## Information shown
☆ ☆ ☆

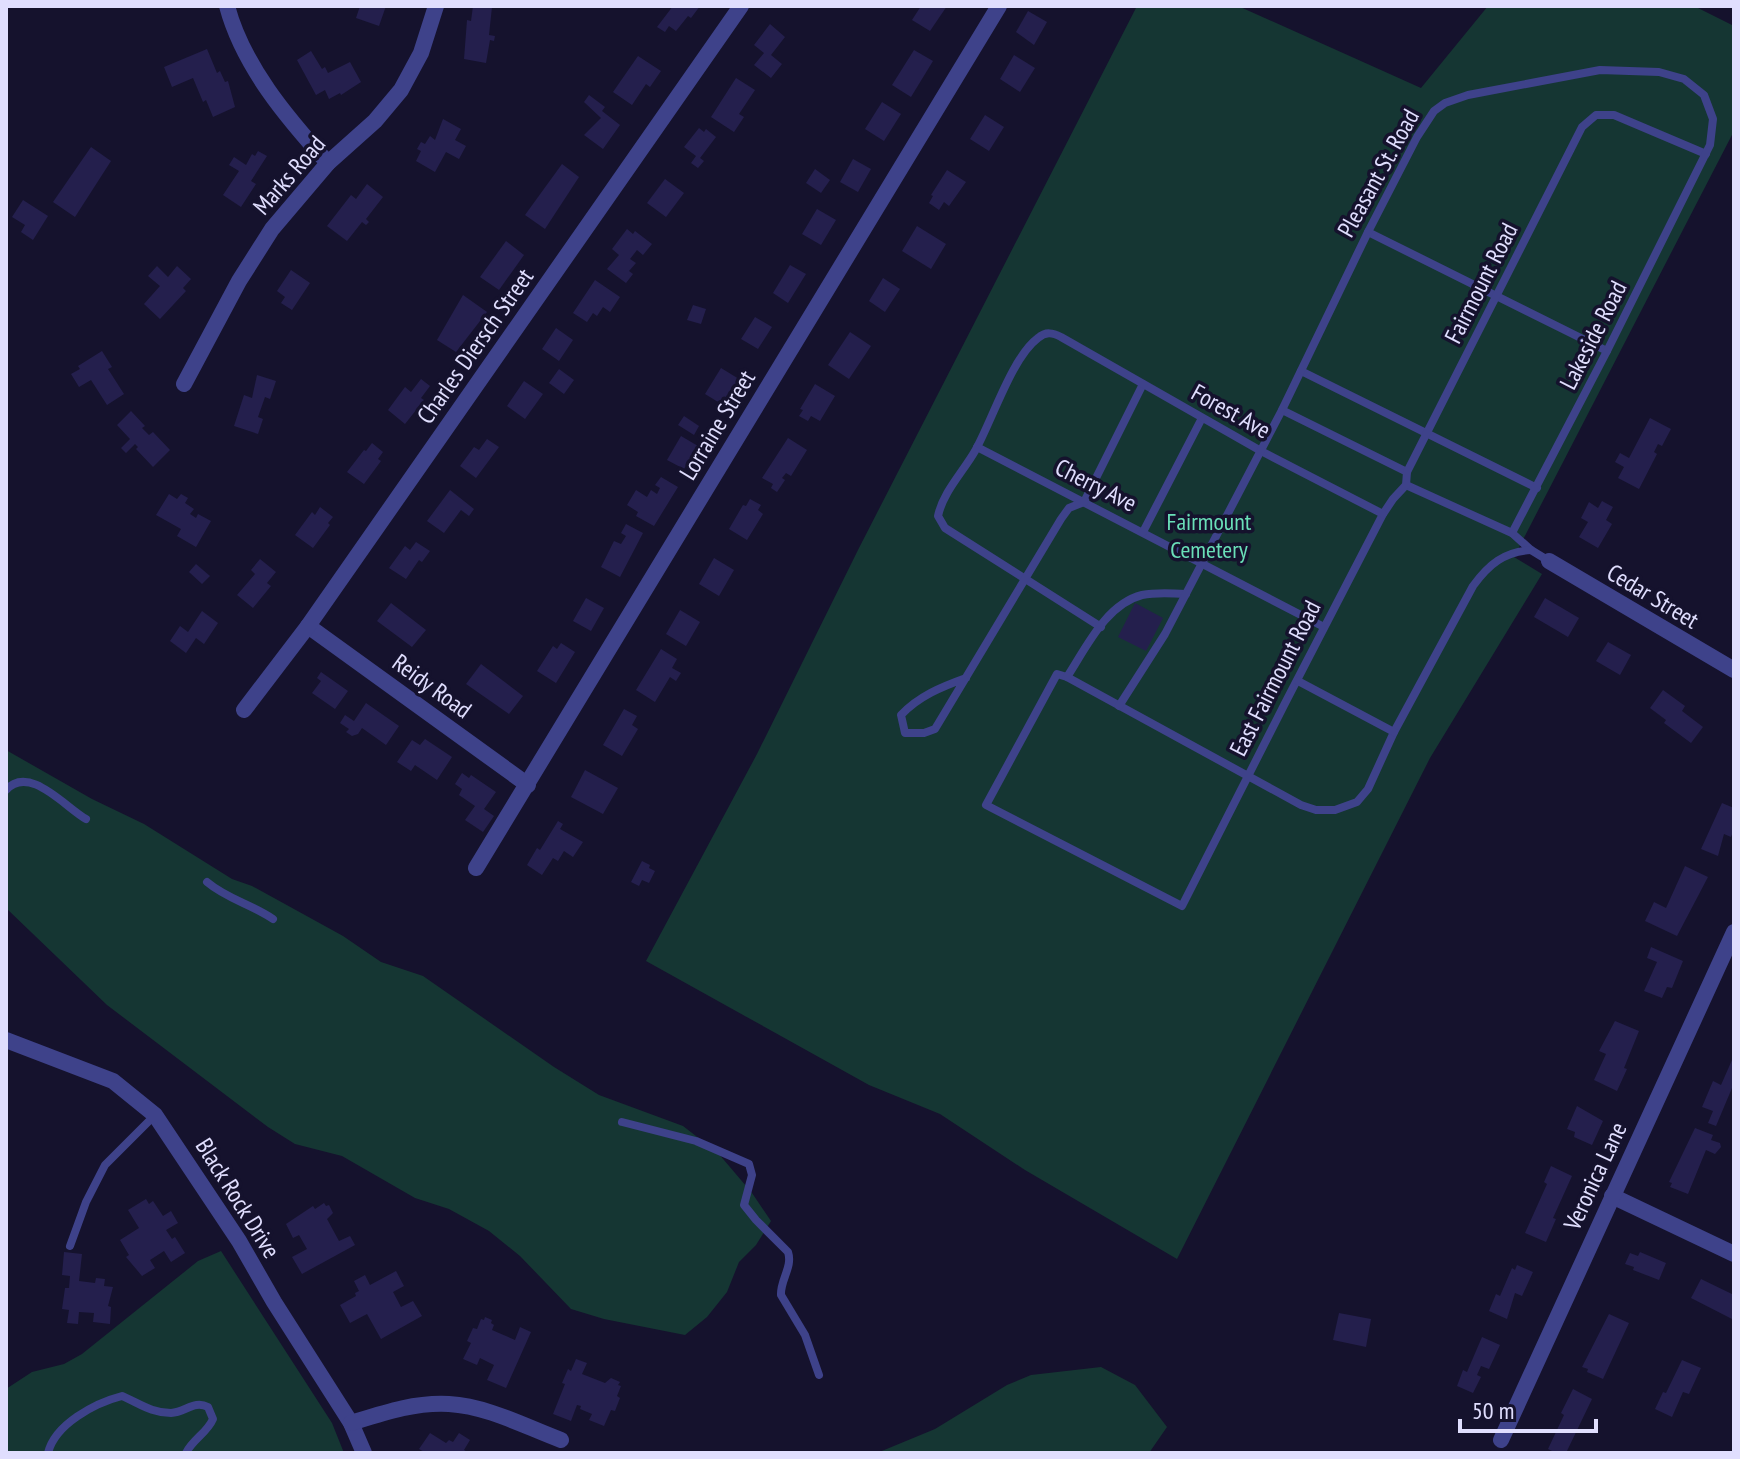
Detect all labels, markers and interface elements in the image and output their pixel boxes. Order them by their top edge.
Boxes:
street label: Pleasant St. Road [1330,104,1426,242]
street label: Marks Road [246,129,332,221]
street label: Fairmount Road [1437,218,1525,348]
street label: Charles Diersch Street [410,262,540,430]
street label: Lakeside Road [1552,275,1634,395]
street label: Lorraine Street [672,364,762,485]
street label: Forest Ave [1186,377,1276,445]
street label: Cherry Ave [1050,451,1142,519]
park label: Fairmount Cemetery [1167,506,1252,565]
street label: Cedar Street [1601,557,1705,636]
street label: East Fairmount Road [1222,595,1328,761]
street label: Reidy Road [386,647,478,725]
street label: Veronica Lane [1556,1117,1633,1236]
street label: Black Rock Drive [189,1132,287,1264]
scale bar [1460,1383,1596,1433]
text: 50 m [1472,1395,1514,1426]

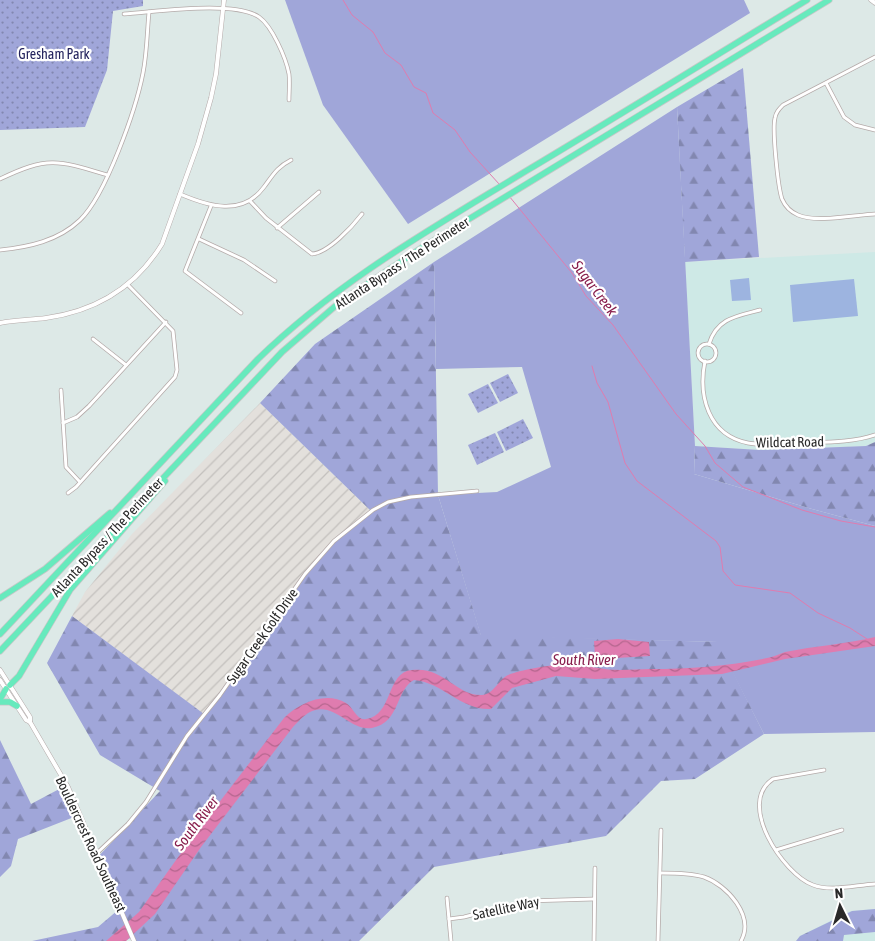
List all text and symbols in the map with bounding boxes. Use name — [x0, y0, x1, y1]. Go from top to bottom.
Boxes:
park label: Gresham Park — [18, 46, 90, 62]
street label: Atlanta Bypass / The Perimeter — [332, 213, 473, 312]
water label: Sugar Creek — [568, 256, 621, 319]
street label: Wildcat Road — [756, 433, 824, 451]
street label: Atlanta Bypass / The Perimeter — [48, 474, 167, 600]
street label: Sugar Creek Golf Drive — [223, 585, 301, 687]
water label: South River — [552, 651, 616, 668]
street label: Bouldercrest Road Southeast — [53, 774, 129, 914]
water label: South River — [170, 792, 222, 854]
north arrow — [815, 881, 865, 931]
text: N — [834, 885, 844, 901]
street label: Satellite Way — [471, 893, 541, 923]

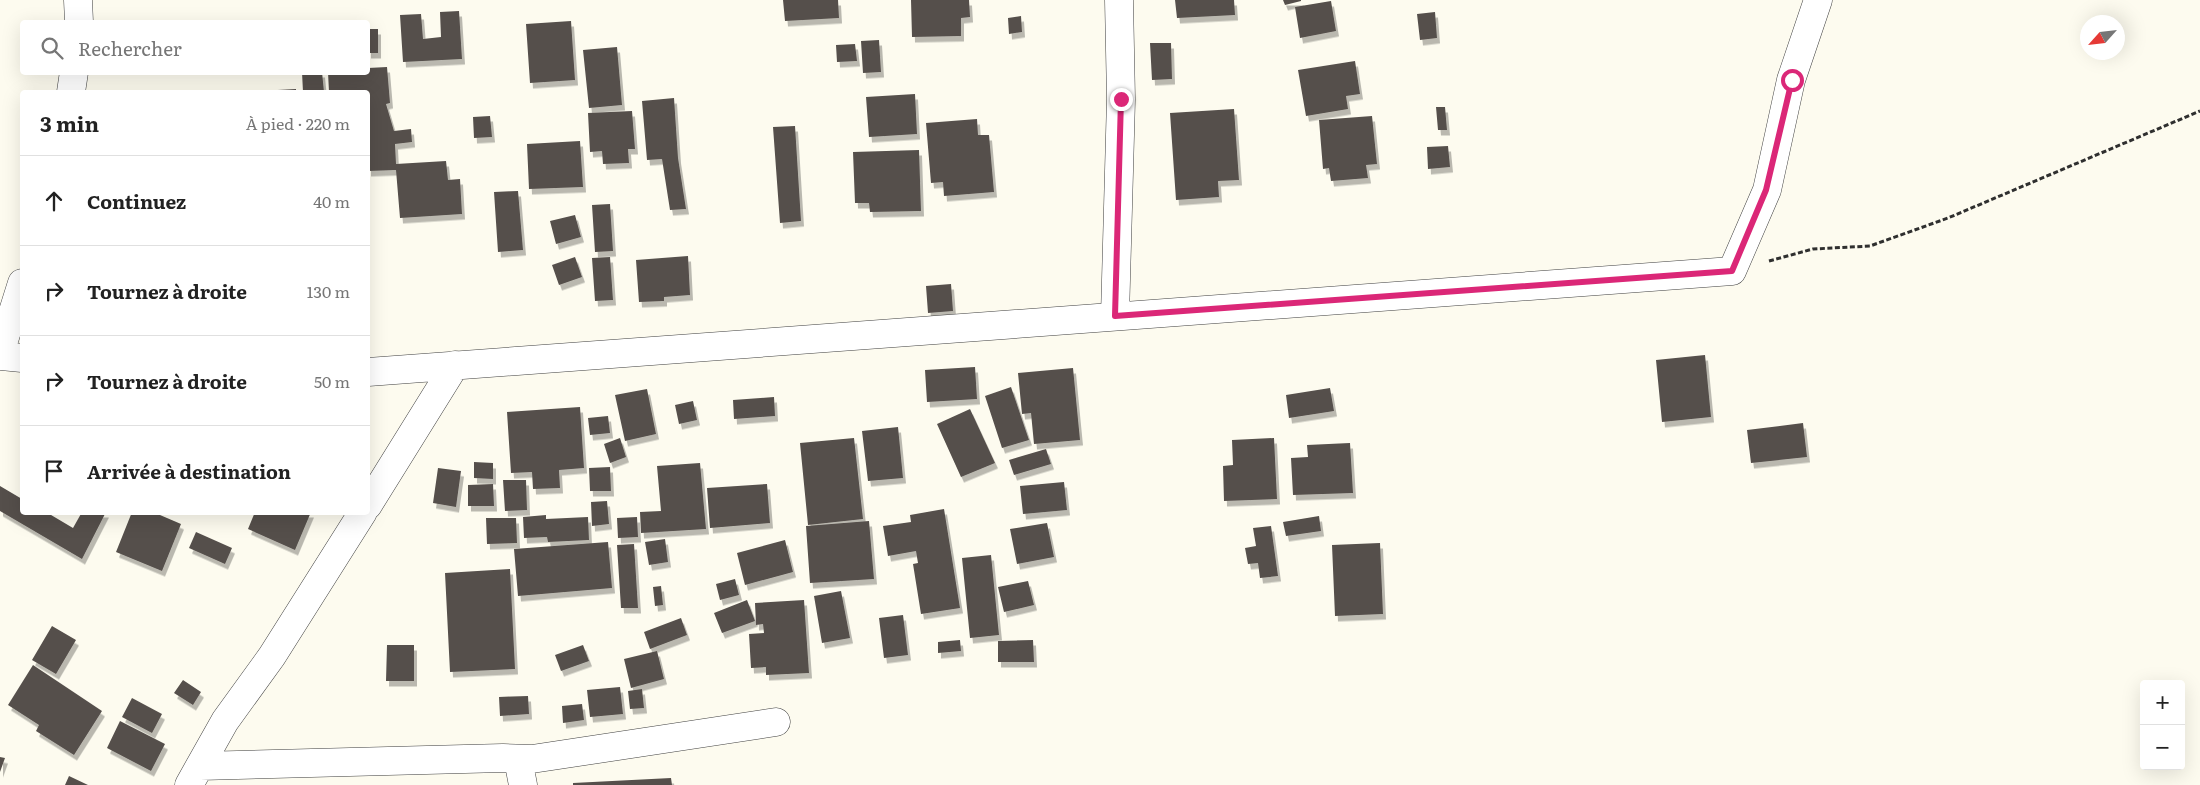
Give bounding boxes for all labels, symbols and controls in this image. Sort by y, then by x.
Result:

☆ ☆ ☆

## How to complete this task
From the first record to the last, restate everything exactly but omit the pictures.

## Final answer
Detect all labels, markers and interface elements in the image and output their pixel boxes. Order them by their top edge.
Boxes:
street label: Pleasant St. Road [1330,104,1426,242]
street label: Marks Road [246,129,332,221]
street label: Fairmount Road [1437,218,1525,348]
street label: Charles Diersch Street [410,262,540,430]
street label: Lakeside Road [1552,275,1634,395]
street label: Lorraine Street [672,364,762,485]
street label: Forest Ave [1186,377,1276,445]
street label: Cherry Ave [1050,451,1142,519]
park label: Fairmount Cemetery [1167,506,1252,565]
street label: Cedar Street [1601,557,1705,636]
street label: East Fairmount Road [1222,595,1328,761]
street label: Reidy Road [386,647,478,725]
street label: Veronica Lane [1556,1117,1633,1236]
street label: Black Rock Drive [189,1132,287,1264]
scale bar [1460,1383,1596,1433]
text: 50 m [1472,1395,1514,1426]

List all text and symbols in the map with bounding boxes. Use name — [x0, y0, x1, y1]. Go from top to bottom.
Boxes:
park label: Gresham Park — [18, 46, 90, 62]
street label: Atlanta Bypass / The Perimeter — [332, 213, 473, 312]
water label: Sugar Creek — [568, 256, 621, 319]
street label: Wildcat Road — [756, 433, 824, 451]
street label: Atlanta Bypass / The Perimeter — [48, 474, 167, 600]
street label: Sugar Creek Golf Drive — [223, 585, 301, 687]
water label: South River — [552, 651, 616, 668]
street label: Bouldercrest Road Southeast — [53, 774, 129, 914]
water label: South River — [170, 792, 222, 854]
north arrow — [815, 881, 865, 931]
text: N — [834, 885, 844, 901]
street label: Satellite Way — [471, 893, 541, 923]

Give bounding boxes for all labels, symbols and controls in this image. Sort by y, then by x.
Result:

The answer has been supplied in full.